In order to make the fluids more distinguishable in the microscopic images, water and oil were dyed. For water, blue food dye was used and for the oils - Soltrol and Decane, Sudan IV, which is an organic red dye was used.

To mimic the reservoir fluids distribution, first water was injected into the channels, which occupied all the pore space, except places where air was trapped (Figure 7a). Then oil was injected to displace the water. After this step, all the three phases were present in the pore space, but the amount of air was very low and hence there was very little chance of observing all the three phases in the same pore (Figure 7b). Next air was injected as a secondary gas flood without any preceding water flood (Figure 7c). The reason for skipping the water flood step was to not lose the chance of observing all the three phases at the same location. All the injections were made manually by hand and there was no pressure or rate constraint at the inlet.

Figure 7: a) micro-channels filled with water and trapped air; b) oil is injected and three phases are present; c) air is injected and three phases are present in the system.
Click to enlarge
Figure 7: a) micro-channels filled with water and trapped air; b) oil is injected and three phases are present; c) air is injected and three phases are present in the system.

Results and Discussion

Apart from representing a more realistic reservoir porous network, the designed depths of channels (10 µm) facilitated capturing the interface of gas phase and liquid phase. Higher channel depths lead to higher curved interfaces between gas and liquid due to the relatively low interfacial tension of the gas against oil and water. On the other hand, much lower thickness devices have limitation in terms of distinguishing the different phases. Because of reduced thickness, the concentration of the dye also decreases and thus the color intensity of the liquids decreases. But in our designed 10 µm thick micro-channels, the color remained sufficiently distinguishable. The aqueous phase had a blue color tone and could easily be identified from the other two phases. The gaseous phase was not dyed and its color was grayish. The gaseous phase could be located by its thick boundaries due to the high curvature of its interfaces with liquids.

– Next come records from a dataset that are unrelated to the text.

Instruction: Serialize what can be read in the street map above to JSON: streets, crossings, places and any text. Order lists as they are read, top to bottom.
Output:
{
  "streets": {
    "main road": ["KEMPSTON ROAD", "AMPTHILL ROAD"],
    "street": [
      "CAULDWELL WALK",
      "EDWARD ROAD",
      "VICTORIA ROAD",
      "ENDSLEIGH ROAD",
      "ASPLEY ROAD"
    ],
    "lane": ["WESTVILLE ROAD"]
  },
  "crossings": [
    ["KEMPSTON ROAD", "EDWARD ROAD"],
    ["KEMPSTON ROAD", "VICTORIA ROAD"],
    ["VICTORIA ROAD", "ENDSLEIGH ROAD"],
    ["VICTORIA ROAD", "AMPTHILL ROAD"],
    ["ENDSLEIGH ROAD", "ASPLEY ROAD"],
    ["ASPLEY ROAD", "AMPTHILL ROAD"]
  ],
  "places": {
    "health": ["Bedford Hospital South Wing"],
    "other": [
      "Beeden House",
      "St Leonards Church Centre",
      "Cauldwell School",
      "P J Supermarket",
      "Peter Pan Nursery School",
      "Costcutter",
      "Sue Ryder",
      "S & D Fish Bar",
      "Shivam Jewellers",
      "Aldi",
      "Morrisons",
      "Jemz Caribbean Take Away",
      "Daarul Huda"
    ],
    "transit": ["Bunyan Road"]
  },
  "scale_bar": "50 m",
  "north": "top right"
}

The oil phase had a diluted red color tone and could be similarly distinguished from the other two phases. The microscopic lamp emitted a warm light and that slightly faded the red color of the oil, even though it was fairly distinguishable.

Negative Oil Spreading Coefficient

As illustrated in Table 1, the water, decane and air system had a negative spreading coefficient. Water, decane, and air were injected into the device to examine the three-phase displacement process and the occurrence of oil films in case of a negative spreading system. Previously Keller, et al. [15] had showed that there could exist a stable decane oil layer spreading over water, even when the spreading coefficient is negative. Zhou and Blunt [16] also theoretically proved that generation of oil films is possible in negative spreading coefficient, but it is much rarer than in positive spreading systems. They had also pointed out that the pore geometry plays a pivotal role in the generation of oil films. Work of Oren, et al. [13] also showed the presence of oil films, even though it was not as continuous as in the positive spreading system.

In the series of experiments using the NOA81 microfluidic device, some oil droplets were observed that were separating air and water. These oil drops were mostly by-passed oils and were not considered as oil films. Figure 8 shows the process of air intrusion and the oil droplets that were left behind in two channels. The oil droplets were separating aqueous and gaseous phases, but that should not be confused with oil films, although Keller, et al. [15] has shown existence of stable oil films in negative spreading systems. The pore network in their work was, however, starkly different in terms of porosity. Their porosity was much higher than the current device and relatively bigger pores were close to each other. This could have decreased the chance of retraction of oil films in case they were generated. On the other hand, in the current device, the pore volume consisted of long and narrow channels, which increased the chance of retraction of potential oil films. Also, another observation affirmed that the separating oil droplets were indeed trapped oil. As the gaseous phase pressure was increased, trapped oil drops contracted and they again expanded as soon as the pressure was released. Interestingly, however, they never vanished and the pressure increase did not cause movement of the trapped oil droplets. This indicated that the oil droplets were not connected to other oil bodies.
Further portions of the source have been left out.